Saved entries:
+ + + +

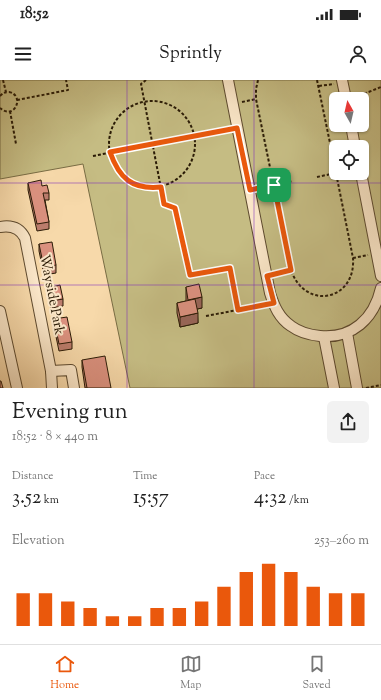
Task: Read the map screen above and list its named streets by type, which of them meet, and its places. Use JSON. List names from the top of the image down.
{
  "streets": {
    "street": ["Wayside Park"]
  },
  "north": "top",
  "page": {
    "status": "18:52",
    "header": "Sprintly",
    "heading": ["Evening run", "18:52 · 8 × 440 m"],
    "stats": [
      ["Distance", "3.52 km"],
      ["Time", "15:57"],
      ["Pace", "4:32 /km"]
    ],
    "chart": ["Elevation", "253–260 m"],
    "tabs": ["Home", "Map", "Saved"]
  }
}
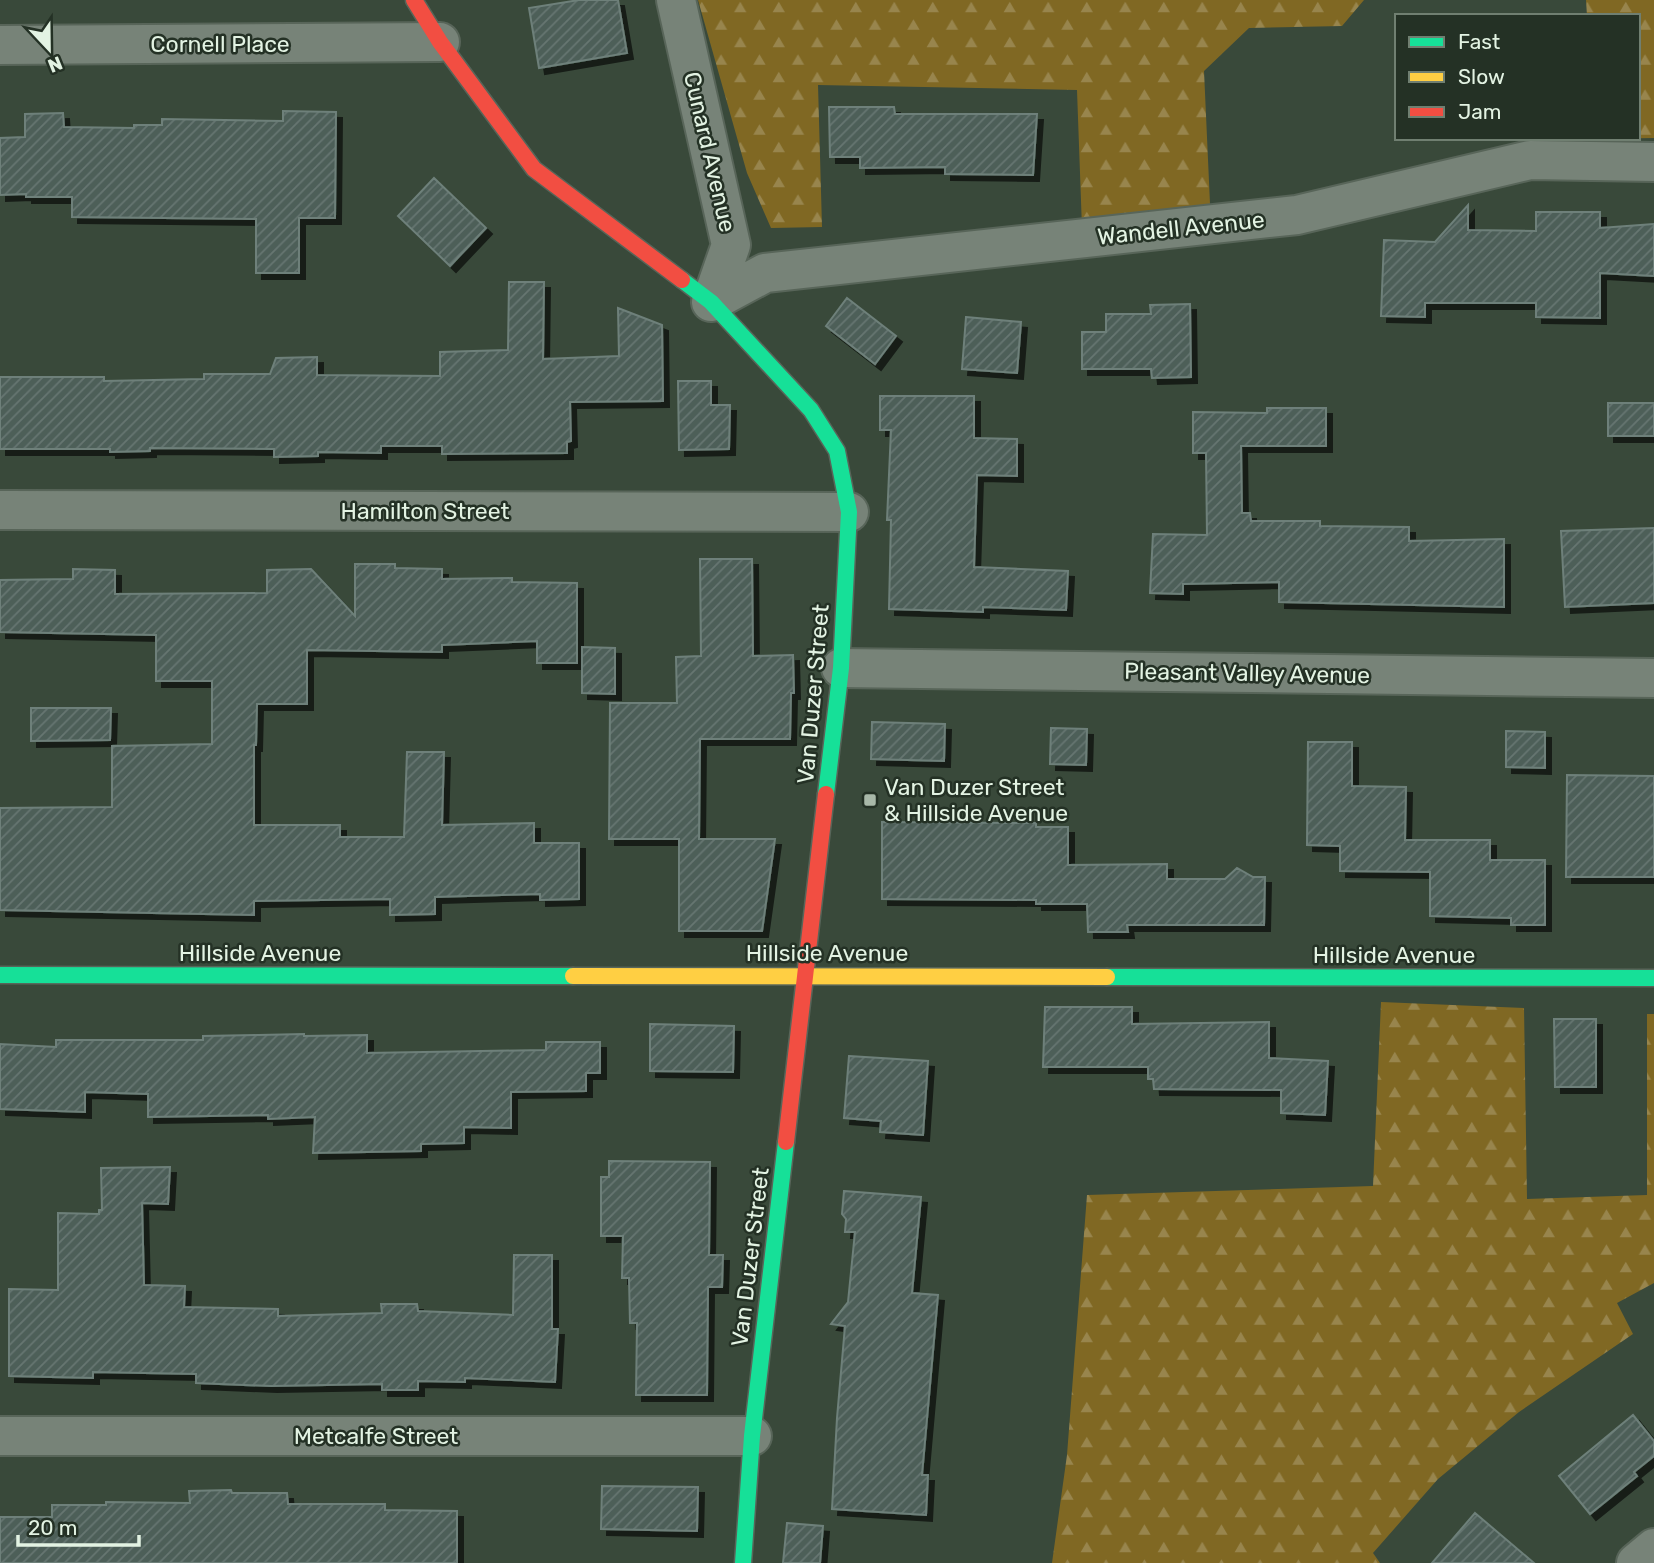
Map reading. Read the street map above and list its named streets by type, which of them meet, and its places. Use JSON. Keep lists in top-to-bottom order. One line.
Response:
{"streets":{"main road":["Van Duzer Street","Hillside Avenue"],"street":["Cornell Place","Cunard Avenue","Wandell Avenue","Hamilton Street","Pleasant Valley Avenue","Metcalfe Street"]},"crossings":[["Cornell Place","Van Duzer Street"],["Cunard Avenue","Wandell Avenue"],["Cunard Avenue","Van Duzer Street"],["Wandell Avenue","Van Duzer Street"],["Hamilton Street","Van Duzer Street"],["Pleasant Valley Avenue","Van Duzer Street"],["Van Duzer Street","Hillside Avenue"],["Van Duzer Street","Metcalfe Street"]],"places":{"transit":["Van Duzer Street & Hillside Avenue"]},"legend":["Fast","Slow","Jam"],"scale_bar":"20 m","north":"bottom"}
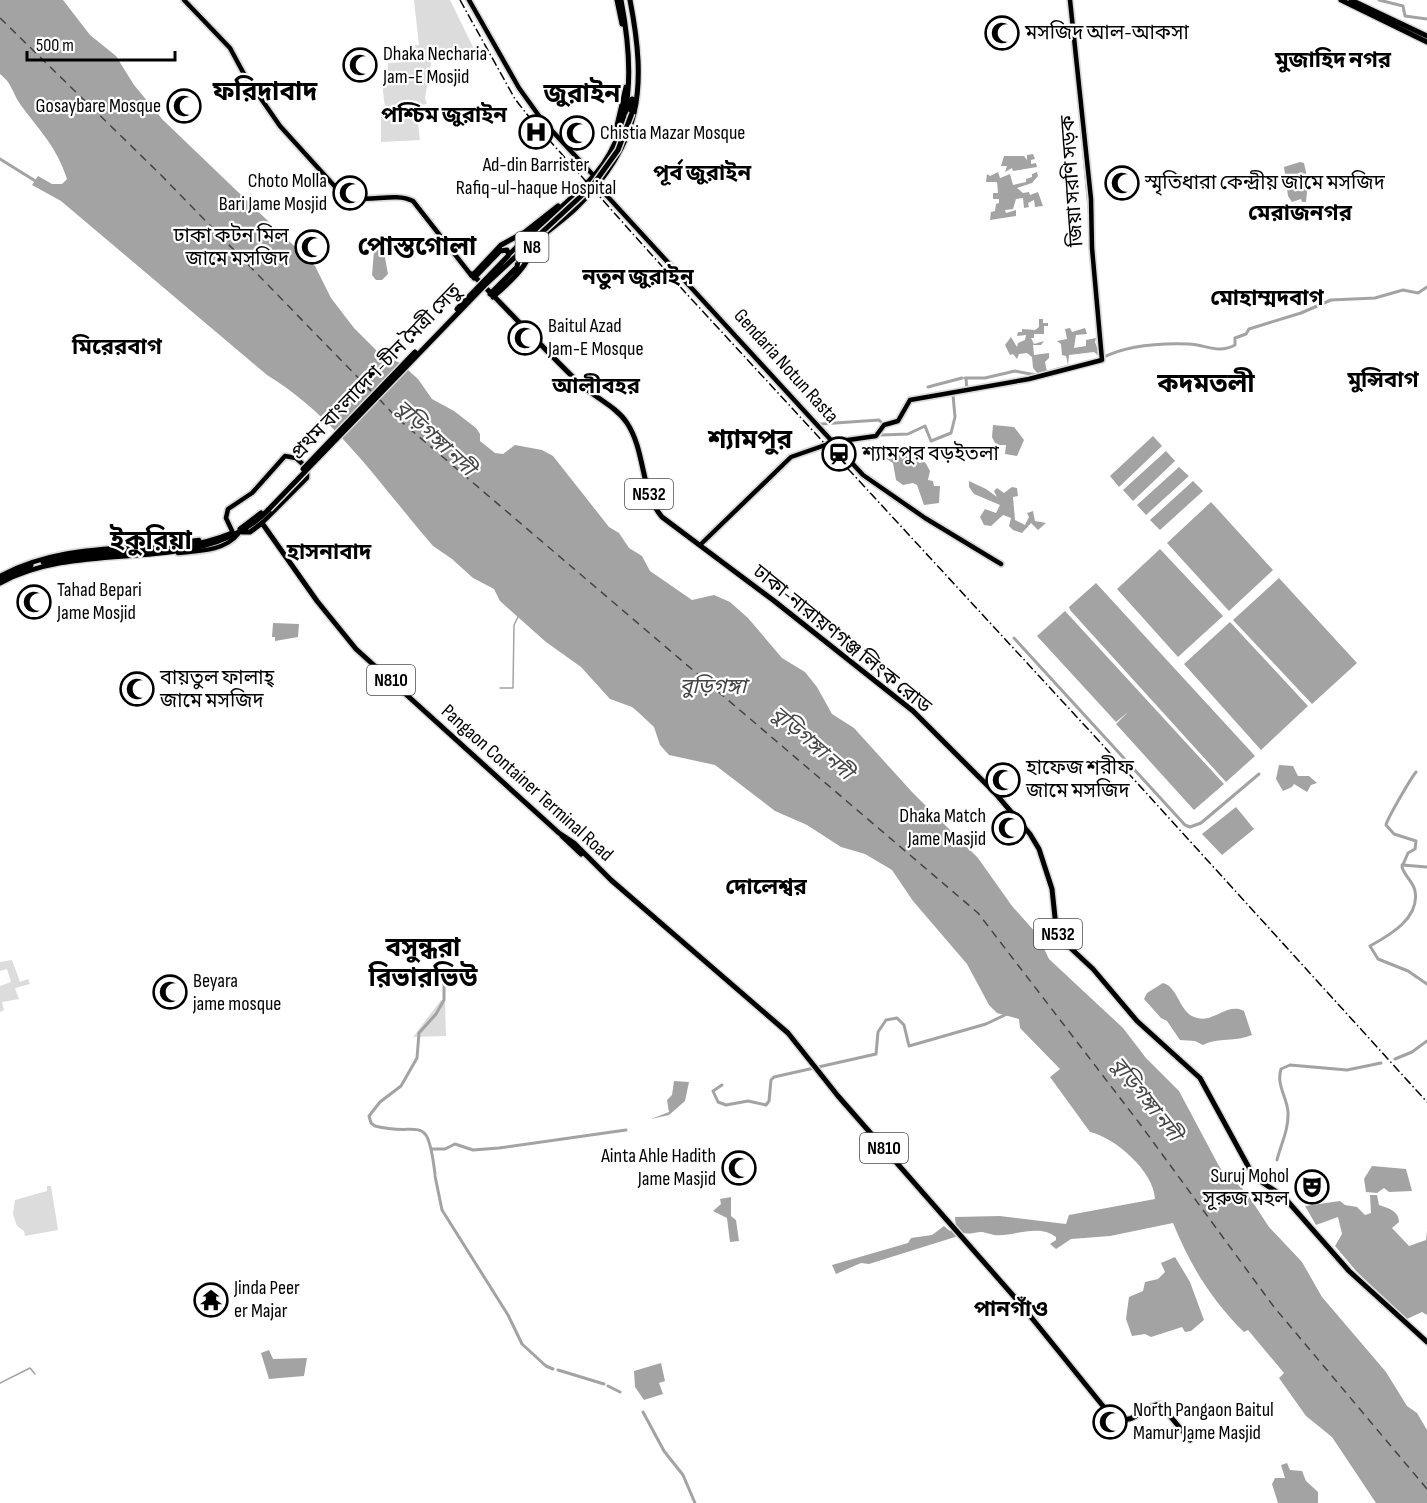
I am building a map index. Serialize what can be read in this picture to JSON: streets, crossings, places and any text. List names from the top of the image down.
{
  "streets": {
    "highway": [
      "N8",
      "N532",
      "ঢাকা-নারায়ণগঞ্জ লিংক রোড",
      "N810",
      "Pangaon Container Terminal Road"
    ],
    "main road": ["জিয়া সরণি সড়ক", "Gendaria Notun Rasta"]
  },
  "crossings": [
    ["জিয়া সরণি সড়ক", "Gendaria Notun Rasta"],
    ["N8", "Gendaria Notun Rasta"],
    ["N8", "ঢাকা-নারায়ণগঞ্জ লিংক রোড"]
  ],
  "districts": [
    "মুজাহিদ নগর",
    "ফরিদাবাদ",
    "জুরাইন",
    "পশ্চিম জুরাইন",
    "পূর্ব জুরাইন",
    "মেরাজনগর",
    "পোস্তগোলা",
    "নতুন জুরাইন",
    "মোহাম্মদবাগ",
    "মিরেরবাগ",
    "মুন্সিবাগ",
    "কদমতলী",
    "আলীবহর",
    "শ্যামপুর",
    "ইকুরিয়া",
    "হাসনাবাদ",
    "দোলেশ্বর",
    "বসুন্ধরা রিভারভিউ",
    "পানগাঁও"
  ],
  "water": ["বুড়িগঙ্গা নদী", "বুড়িগঙ্গা"],
  "places": {
    "mosque": [
      "মসজিদ আল-আকসা",
      "Dhaka Necharia Jam-E Mosjid",
      "Gosaybare Mosque",
      "Chistia Mazar Mosque",
      "স্মৃতিধারা কেন্দ্রীয় জামে মসজিদ",
      "Choto Molla Bari Jame Mosjid",
      "ঢাকা কটন মিল জামে মসজিদ",
      "Baitul Azad Jam-E Mosque",
      "Tahad Bepari Jame Mosjid",
      "বায়তুল ফালাহ্ জামে মসজিদ",
      "হাফেজ শরীফ জামে মসজিদ",
      "Dhaka Match Jame Masjid",
      "Beyara jame mosque",
      "Ainta Ahle Hadith Jame Masjid",
      "North Pangaon Baitul Mamur Jame Masjid"
    ],
    "hospital": ["Ad-din Barrister Rafiq-ul-haque Hospital"],
    "station": ["শ্যামপুর বড়ইতলা"],
    "theatre": ["Suruj Mohol সূরুজ মহল"],
    "temple": ["Jinda Peer er Majar"]
  },
  "scale_bar": "500 m"
}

+ + + +

For the string "Masjid", filter the data and copy out each line where it occurs.

      "Dhaka Match Jame Masjid",
      "Ainta Ahle Hadith Jame Masjid",
      "North Pangaon Baitul Mamur Jame Masjid"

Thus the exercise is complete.